Finally, a sunny day. Did some errands, walked around the West Village and realized what a phenomenal cue queues provide. In other words, there must be a reason for that line.
Stew Leonard’s, a mere shell of its former glory as a groundbreaking supermarket, was so crowded that it was literally impossible to push the cart. After two aisles, I actually fled the store. Not such great prices, not such amazing selection, but thousands of people in the store. And the main reason, the best I could tell, was precisely because of how crowded it was. I know that I fell for it–I needed some fish for a party and told myself the story that it would be fresher there because of Stew’s volume. The person in front of me grabbing strawberries like they were scarce certainly agreed–even though they were precisely the same price as the market down the street.

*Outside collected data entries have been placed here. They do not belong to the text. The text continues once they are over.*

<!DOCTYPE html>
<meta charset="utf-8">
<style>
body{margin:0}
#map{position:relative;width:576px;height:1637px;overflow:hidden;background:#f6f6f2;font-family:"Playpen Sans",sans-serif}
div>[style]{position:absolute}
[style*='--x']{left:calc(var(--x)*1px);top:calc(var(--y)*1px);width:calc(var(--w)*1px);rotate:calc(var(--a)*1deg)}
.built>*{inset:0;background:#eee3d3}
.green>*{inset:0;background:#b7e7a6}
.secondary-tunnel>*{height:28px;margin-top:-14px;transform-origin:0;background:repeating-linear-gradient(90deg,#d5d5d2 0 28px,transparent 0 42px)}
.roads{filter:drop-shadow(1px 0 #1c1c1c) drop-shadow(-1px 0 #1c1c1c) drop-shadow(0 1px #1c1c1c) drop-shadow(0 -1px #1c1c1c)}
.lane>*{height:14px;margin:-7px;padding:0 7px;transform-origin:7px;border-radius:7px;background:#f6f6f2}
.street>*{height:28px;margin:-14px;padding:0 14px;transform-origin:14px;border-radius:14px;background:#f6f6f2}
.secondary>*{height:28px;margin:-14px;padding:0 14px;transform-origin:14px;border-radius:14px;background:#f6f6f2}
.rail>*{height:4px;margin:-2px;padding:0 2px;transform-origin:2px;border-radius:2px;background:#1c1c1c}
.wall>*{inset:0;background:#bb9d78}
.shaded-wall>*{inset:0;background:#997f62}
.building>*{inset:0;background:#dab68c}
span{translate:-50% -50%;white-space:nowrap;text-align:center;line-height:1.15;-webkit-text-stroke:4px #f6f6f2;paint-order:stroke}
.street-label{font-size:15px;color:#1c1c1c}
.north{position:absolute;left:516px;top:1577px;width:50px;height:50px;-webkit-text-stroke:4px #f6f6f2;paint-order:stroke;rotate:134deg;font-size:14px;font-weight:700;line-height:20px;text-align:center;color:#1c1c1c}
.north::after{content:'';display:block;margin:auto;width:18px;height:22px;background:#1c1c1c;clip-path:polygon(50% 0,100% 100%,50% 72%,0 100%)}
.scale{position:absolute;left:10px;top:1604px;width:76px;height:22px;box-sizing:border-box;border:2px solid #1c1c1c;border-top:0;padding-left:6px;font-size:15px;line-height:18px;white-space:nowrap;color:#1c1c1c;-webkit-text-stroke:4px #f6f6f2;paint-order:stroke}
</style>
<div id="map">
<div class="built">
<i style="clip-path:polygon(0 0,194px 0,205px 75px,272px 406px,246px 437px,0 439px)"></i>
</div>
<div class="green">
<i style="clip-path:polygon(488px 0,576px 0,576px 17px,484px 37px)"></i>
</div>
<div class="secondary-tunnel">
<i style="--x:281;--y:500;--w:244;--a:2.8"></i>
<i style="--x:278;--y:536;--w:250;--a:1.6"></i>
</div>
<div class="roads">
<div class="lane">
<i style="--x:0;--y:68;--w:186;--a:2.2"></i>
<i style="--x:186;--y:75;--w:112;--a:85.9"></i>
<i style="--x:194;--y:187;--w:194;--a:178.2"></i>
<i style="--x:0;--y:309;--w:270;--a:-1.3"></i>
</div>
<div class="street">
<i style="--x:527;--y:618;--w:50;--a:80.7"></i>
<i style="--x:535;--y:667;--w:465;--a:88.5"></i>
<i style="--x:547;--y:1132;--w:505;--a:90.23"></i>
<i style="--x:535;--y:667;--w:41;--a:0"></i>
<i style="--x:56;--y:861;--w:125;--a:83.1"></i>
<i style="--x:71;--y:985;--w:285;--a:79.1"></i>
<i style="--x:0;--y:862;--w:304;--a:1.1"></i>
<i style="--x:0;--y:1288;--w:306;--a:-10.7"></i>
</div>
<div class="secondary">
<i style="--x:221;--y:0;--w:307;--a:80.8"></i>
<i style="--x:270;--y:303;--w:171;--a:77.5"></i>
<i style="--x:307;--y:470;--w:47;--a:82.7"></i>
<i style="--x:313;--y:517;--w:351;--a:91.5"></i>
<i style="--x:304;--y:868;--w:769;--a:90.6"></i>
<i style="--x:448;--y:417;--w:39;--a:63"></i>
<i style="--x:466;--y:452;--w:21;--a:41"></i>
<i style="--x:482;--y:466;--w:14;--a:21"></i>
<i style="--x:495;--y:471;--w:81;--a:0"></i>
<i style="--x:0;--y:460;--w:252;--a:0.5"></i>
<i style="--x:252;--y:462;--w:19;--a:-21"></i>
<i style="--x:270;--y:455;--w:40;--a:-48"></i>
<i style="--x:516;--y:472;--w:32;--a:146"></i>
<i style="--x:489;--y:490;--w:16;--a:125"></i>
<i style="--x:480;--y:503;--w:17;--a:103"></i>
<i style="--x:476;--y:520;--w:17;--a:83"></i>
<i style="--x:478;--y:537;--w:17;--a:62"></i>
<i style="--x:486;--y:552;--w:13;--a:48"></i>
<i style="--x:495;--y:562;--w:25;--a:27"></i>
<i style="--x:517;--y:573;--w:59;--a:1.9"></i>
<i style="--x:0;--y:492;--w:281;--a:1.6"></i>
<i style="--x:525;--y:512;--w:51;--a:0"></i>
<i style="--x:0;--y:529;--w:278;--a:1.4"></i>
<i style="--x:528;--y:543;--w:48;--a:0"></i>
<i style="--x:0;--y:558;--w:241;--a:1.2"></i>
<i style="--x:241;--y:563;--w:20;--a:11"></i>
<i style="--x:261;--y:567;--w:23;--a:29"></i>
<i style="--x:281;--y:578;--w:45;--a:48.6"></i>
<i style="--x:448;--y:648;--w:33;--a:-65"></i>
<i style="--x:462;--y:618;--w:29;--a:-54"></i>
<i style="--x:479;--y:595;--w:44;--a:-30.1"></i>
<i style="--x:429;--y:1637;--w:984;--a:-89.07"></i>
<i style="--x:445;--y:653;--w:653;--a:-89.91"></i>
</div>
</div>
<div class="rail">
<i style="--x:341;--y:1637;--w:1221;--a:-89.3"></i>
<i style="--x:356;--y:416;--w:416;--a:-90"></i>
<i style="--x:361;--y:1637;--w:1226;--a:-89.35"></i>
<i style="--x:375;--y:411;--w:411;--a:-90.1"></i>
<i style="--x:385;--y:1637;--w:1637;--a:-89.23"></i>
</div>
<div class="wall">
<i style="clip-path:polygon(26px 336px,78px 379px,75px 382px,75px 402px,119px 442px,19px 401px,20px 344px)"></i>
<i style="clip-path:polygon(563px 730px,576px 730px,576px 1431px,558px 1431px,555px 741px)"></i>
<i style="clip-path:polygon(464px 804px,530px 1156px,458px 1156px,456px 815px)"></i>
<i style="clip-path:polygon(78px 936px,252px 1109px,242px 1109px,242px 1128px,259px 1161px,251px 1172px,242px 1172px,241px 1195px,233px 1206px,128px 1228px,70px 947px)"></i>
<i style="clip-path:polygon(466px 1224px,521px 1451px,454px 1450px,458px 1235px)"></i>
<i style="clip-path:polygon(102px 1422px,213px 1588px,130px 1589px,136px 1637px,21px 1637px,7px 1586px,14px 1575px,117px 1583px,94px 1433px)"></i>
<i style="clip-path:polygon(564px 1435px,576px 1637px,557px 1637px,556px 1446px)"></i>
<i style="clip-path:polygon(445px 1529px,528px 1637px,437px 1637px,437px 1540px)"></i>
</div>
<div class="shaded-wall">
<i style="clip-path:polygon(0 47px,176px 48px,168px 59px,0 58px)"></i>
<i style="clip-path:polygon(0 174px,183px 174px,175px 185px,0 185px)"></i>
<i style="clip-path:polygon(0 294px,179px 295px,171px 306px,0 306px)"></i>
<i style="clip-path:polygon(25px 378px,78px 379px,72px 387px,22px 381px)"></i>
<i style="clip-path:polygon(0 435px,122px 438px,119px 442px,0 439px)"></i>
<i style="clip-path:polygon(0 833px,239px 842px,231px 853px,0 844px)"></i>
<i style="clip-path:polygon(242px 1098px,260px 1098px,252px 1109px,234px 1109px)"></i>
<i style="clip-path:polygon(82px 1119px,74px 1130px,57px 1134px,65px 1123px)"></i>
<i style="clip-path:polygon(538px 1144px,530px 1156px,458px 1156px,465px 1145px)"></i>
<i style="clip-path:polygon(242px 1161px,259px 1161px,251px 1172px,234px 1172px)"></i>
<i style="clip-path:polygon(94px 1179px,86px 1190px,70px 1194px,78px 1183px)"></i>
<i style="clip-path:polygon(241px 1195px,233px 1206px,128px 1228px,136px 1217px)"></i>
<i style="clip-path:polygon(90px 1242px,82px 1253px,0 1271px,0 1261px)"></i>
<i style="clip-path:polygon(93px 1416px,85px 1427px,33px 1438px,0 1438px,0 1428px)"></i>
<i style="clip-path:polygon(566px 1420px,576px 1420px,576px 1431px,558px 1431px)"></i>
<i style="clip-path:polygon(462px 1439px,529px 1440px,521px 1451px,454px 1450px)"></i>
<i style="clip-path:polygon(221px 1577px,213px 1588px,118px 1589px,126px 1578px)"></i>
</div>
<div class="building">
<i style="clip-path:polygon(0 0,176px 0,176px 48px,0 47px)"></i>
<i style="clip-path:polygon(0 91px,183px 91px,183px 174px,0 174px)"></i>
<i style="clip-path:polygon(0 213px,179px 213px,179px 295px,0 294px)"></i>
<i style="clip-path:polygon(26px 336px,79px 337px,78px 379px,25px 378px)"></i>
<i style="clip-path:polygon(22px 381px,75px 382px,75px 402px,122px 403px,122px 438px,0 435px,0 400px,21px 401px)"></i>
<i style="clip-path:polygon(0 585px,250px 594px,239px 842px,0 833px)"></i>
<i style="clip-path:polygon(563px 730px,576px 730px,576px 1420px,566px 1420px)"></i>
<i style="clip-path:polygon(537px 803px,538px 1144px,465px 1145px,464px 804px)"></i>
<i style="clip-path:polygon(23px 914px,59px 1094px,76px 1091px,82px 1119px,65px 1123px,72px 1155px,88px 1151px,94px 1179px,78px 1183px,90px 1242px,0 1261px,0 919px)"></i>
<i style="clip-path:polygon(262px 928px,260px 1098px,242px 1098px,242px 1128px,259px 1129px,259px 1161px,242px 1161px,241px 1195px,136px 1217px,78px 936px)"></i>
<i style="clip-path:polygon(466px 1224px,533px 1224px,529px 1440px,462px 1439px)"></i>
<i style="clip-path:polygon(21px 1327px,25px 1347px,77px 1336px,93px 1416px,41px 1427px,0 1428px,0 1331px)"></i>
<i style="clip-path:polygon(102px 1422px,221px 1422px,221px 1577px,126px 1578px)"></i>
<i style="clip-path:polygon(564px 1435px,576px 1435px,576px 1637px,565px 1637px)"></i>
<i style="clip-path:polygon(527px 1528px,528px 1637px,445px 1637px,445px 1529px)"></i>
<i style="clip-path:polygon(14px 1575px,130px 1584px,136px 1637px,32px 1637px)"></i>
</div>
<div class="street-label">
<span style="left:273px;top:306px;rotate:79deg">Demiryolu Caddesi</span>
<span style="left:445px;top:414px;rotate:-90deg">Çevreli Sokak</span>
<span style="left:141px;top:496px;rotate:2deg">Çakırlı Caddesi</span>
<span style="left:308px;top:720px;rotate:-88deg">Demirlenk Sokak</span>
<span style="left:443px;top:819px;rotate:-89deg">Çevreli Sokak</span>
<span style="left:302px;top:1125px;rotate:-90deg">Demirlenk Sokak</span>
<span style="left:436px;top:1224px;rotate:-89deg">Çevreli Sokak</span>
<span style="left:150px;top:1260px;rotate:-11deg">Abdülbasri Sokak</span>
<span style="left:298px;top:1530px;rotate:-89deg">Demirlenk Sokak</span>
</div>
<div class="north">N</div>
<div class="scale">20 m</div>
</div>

Later, watching the party people lining up for a 2 pm brunch in New York… I don’t think it was an accident that people chose the source for their eggs benedict largely on how crowded the cafe was. A few places had huge lines. Some places had none. The menus seems awfully similar… and how different could the pancakes be? Those that wanted to feel the energy of community and scarcity knew just where to find it.
Remember when kids were willing to pay $200 for a Magic card or their parents $200 for an Elmo doll? Being popular can be its own marketing tactic. And no, I don’t think it’s a Catch-22. By carefully choosing pricing and scale, any organization can manipulate, at least for a while, how "crowded" it feels.